The technician has not charged me but for the first call, first idler pulley, and the bearing part. He is baffled also. The location is in Baton Rouge where we own a house where my daughter lives while attending LSU. Yesterday I was there all day and witnessed the problem through outt the day as we washed and dryed clothes.

I asked about the belt, spring tensioner, etc. He said this is a basic machine and cannot understand why we cannot find the problem. He seems to know his stuff but again the problem is intermittent. Seems to run fine while he is there but problem starts again a while after he leaves. One thing he did say is that it could be the motor. I gathered that he was referring to the motor bearings which could be failing since it appeared yesterday that the vibration would start, go on for a while, then stop and was running without vibration and then start up again a while later.

I am handy and can trouble shoot pretty well overall but this too has me baffled. I am coming to the conclusion that it may well be the motor bearings failing.
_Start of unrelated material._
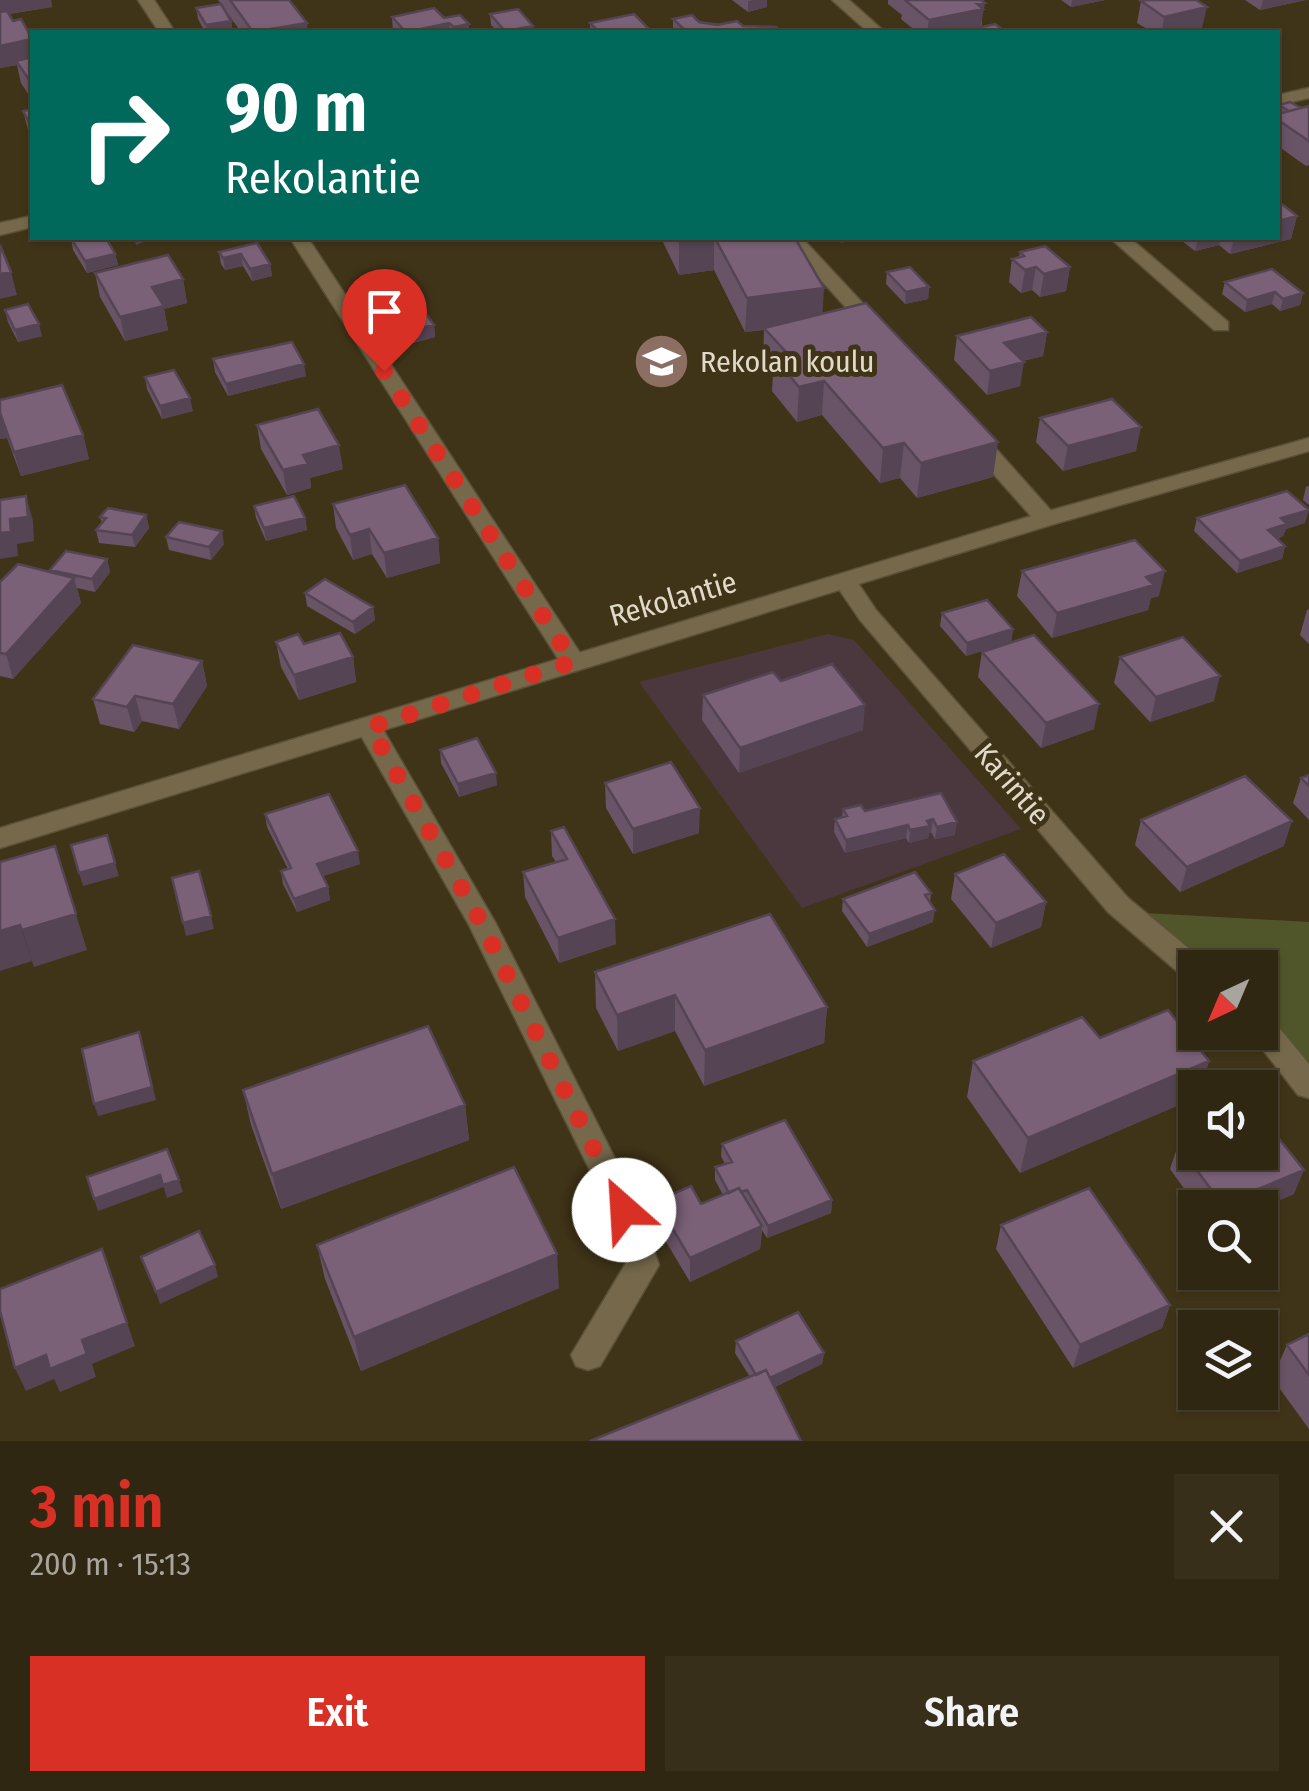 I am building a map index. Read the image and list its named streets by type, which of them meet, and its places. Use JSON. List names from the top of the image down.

Any help would be most appreciated.
Thanks,
Glenn


----------



## gregzoll

Drum out of round, roller going bad. It is really hard to tell, unless you are able to watch from the back or front while turning.


----------



## gmoliver

gregzoll said:


> Drum out of round, roller going bad. It is really hard to tell, unless you are able to watch from the back or front while turning.


It is really hard to tell. I don't think the drum is out of round. Several times I have watched the drum while turning from the front and it appears to be turning fine.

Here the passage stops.